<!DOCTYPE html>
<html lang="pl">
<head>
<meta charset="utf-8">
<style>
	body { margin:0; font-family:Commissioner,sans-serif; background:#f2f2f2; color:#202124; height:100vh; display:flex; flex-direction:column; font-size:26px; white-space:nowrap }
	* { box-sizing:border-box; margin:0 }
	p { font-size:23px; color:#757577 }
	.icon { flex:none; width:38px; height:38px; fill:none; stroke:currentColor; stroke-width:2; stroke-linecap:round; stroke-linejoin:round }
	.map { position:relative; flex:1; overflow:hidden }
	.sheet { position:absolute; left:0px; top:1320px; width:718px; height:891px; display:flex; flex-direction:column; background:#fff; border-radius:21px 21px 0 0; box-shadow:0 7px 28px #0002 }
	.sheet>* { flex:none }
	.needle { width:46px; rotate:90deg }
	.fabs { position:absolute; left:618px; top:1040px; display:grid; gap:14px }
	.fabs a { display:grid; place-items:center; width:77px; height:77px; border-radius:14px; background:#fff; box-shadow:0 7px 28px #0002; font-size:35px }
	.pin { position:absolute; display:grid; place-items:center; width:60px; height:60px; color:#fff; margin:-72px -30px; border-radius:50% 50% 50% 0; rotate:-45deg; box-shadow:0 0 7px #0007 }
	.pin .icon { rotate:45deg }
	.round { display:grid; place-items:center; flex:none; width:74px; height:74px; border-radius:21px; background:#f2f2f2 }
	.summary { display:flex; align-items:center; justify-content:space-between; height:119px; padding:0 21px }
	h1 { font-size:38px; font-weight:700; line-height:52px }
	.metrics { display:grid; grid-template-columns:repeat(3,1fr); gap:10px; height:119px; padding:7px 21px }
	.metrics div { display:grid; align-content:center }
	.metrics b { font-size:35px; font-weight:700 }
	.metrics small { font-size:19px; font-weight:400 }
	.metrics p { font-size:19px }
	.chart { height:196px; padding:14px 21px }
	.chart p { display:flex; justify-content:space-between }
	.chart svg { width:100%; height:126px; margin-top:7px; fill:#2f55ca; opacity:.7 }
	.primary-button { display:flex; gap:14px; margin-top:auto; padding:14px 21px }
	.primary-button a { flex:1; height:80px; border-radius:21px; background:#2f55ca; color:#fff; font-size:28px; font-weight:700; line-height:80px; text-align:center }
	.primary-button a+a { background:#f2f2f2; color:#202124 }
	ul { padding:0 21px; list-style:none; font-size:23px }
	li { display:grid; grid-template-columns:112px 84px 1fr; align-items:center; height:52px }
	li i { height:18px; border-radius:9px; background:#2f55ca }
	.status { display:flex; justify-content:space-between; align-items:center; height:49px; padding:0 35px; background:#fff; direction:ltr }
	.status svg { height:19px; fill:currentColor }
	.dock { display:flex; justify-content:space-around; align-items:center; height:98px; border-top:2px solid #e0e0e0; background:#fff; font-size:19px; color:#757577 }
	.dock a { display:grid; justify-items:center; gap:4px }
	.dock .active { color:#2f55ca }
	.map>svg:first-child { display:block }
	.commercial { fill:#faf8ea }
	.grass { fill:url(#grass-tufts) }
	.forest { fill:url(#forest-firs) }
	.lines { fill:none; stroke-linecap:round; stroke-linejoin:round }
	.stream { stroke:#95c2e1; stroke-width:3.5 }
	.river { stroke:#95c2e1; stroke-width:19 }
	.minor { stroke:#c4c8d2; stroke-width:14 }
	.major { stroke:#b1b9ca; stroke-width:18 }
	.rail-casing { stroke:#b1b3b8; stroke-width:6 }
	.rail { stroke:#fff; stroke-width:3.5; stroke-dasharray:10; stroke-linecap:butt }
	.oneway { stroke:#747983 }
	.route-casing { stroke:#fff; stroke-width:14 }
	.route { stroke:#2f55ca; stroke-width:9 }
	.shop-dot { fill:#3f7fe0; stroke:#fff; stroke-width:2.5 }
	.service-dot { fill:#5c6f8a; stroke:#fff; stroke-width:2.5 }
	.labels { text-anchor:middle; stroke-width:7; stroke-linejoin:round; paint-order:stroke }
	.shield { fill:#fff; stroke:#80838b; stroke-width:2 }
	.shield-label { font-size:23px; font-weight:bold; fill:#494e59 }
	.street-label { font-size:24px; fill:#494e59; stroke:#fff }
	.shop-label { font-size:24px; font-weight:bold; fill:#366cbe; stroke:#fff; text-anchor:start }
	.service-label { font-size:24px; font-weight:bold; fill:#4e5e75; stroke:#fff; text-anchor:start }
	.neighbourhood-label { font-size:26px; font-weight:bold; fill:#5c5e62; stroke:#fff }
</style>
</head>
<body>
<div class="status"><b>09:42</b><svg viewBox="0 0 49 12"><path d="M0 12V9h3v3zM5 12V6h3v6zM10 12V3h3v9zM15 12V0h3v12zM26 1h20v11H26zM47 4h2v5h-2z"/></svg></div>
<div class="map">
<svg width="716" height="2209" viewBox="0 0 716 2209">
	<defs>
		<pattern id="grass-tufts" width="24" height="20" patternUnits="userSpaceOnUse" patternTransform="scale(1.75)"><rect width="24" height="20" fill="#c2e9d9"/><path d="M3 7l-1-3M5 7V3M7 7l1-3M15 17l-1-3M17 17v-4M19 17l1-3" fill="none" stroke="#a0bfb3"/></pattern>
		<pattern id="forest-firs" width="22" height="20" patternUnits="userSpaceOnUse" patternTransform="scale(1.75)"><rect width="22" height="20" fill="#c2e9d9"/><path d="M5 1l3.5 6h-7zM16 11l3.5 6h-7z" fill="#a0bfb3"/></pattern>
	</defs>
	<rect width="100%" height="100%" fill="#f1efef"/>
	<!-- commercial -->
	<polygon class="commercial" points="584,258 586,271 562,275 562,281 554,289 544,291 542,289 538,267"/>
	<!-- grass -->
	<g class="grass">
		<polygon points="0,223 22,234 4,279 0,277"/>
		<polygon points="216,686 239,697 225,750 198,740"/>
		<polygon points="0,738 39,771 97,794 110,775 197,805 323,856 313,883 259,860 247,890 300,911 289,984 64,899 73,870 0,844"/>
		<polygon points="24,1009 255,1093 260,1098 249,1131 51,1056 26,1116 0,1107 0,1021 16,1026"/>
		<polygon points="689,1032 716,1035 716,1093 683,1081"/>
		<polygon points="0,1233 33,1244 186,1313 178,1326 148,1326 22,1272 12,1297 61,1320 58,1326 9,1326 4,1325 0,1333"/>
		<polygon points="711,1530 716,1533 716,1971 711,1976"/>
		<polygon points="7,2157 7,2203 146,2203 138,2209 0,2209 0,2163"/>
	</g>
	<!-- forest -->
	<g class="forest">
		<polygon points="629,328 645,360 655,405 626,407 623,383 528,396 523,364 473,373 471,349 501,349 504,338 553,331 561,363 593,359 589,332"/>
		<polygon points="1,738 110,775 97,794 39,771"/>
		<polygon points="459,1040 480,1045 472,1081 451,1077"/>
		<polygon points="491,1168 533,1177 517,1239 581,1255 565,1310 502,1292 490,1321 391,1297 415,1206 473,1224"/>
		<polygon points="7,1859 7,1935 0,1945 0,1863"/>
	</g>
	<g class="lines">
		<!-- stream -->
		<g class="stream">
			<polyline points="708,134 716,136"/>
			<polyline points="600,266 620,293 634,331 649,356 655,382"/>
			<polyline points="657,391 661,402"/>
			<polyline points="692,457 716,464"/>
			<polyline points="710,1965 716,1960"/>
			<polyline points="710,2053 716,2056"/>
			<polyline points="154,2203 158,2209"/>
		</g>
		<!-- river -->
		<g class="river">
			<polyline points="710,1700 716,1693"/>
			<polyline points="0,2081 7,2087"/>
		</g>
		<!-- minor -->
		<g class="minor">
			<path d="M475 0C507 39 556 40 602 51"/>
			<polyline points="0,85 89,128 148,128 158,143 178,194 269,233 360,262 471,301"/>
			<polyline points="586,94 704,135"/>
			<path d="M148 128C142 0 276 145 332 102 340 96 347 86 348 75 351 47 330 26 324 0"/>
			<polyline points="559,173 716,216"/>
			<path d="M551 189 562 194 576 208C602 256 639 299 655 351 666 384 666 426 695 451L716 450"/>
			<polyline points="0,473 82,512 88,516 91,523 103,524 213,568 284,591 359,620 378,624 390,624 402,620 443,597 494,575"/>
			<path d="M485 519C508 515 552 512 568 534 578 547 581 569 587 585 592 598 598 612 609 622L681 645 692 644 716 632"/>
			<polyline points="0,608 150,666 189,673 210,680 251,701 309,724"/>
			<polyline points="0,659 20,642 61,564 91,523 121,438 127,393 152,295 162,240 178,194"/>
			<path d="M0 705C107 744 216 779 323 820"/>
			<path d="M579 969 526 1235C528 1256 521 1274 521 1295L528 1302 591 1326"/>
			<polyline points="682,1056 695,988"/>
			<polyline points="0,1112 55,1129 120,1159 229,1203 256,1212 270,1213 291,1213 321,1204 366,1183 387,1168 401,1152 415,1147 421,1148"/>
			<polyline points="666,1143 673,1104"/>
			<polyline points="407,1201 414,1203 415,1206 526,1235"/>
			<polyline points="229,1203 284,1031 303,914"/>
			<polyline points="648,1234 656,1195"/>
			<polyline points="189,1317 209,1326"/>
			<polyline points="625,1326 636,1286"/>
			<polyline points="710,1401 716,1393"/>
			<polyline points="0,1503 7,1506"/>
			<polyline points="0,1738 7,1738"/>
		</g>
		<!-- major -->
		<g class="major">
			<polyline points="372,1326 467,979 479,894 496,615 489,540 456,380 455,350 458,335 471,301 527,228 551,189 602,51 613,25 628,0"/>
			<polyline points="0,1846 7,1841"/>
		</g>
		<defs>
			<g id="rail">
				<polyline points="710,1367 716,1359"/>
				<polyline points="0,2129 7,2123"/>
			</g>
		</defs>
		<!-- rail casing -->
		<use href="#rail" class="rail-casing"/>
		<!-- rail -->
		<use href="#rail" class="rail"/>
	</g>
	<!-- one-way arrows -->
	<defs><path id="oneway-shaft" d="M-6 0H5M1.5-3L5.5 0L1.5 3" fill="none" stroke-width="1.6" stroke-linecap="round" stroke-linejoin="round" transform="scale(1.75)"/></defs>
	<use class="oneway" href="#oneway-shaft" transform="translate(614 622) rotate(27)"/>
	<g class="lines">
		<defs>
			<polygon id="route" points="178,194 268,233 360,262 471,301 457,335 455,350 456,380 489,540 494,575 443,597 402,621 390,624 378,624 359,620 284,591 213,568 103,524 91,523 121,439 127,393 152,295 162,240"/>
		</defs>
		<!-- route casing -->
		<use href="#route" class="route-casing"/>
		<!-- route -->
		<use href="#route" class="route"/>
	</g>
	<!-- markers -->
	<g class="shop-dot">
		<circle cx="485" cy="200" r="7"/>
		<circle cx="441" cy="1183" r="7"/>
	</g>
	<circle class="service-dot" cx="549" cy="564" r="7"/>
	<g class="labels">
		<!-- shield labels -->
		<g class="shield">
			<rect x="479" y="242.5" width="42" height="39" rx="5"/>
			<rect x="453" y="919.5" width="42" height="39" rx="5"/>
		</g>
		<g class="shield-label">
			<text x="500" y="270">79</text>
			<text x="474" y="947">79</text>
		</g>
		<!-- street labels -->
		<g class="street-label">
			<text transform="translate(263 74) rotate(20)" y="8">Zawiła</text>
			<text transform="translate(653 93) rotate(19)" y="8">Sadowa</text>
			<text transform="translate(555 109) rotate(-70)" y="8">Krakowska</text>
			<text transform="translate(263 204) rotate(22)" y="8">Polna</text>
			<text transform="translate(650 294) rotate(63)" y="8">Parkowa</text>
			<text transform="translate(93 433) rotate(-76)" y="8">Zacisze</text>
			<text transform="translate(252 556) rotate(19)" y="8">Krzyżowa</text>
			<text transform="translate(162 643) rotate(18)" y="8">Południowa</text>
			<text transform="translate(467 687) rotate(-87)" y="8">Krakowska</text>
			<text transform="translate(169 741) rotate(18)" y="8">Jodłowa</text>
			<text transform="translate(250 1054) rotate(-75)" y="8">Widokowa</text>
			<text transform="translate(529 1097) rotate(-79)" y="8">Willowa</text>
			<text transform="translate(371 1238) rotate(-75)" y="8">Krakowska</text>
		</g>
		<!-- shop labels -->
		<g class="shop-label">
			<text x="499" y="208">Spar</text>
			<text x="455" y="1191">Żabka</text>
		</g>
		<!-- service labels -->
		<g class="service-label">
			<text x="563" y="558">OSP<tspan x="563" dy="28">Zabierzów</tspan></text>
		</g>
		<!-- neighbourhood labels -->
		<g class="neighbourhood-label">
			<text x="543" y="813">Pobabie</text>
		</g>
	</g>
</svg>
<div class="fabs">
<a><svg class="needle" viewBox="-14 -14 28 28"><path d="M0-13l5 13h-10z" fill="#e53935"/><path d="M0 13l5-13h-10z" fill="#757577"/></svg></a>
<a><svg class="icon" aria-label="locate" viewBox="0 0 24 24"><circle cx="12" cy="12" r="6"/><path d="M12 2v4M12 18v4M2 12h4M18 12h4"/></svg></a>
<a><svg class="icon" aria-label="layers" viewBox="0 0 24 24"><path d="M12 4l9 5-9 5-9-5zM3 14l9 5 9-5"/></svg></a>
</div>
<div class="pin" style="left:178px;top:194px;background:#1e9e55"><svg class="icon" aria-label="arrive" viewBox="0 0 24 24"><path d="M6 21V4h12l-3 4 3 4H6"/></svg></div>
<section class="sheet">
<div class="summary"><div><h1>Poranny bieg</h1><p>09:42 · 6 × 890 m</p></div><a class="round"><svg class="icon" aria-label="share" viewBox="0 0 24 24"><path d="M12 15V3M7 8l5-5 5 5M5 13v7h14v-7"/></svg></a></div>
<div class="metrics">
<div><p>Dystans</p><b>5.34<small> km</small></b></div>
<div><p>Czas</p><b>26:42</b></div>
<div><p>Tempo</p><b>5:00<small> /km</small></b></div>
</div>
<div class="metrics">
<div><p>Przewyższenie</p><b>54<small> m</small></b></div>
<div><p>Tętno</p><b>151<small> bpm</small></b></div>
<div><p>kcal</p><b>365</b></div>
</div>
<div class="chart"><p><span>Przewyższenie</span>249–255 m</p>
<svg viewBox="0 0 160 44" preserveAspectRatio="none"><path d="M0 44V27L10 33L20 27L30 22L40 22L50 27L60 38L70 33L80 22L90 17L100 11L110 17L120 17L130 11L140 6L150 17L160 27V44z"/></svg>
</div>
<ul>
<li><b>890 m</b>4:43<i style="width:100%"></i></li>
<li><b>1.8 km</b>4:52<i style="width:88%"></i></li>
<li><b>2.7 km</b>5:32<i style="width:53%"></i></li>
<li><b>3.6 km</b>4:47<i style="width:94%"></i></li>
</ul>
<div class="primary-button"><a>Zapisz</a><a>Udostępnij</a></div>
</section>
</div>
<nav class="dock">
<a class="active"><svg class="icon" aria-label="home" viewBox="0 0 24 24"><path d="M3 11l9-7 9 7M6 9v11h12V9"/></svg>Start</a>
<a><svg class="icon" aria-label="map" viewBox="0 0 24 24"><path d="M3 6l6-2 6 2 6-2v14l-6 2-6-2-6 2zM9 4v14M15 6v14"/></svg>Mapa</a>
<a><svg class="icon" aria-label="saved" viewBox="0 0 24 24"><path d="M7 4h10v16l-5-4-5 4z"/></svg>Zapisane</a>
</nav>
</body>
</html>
--------------------
- _Problem_: Isolate the lines above that contain the word "river" and copy them.

- _Output for this task_:
	.river { stroke:#95c2e1; stroke-width:19 }
		<!-- river -->
		<g class="river">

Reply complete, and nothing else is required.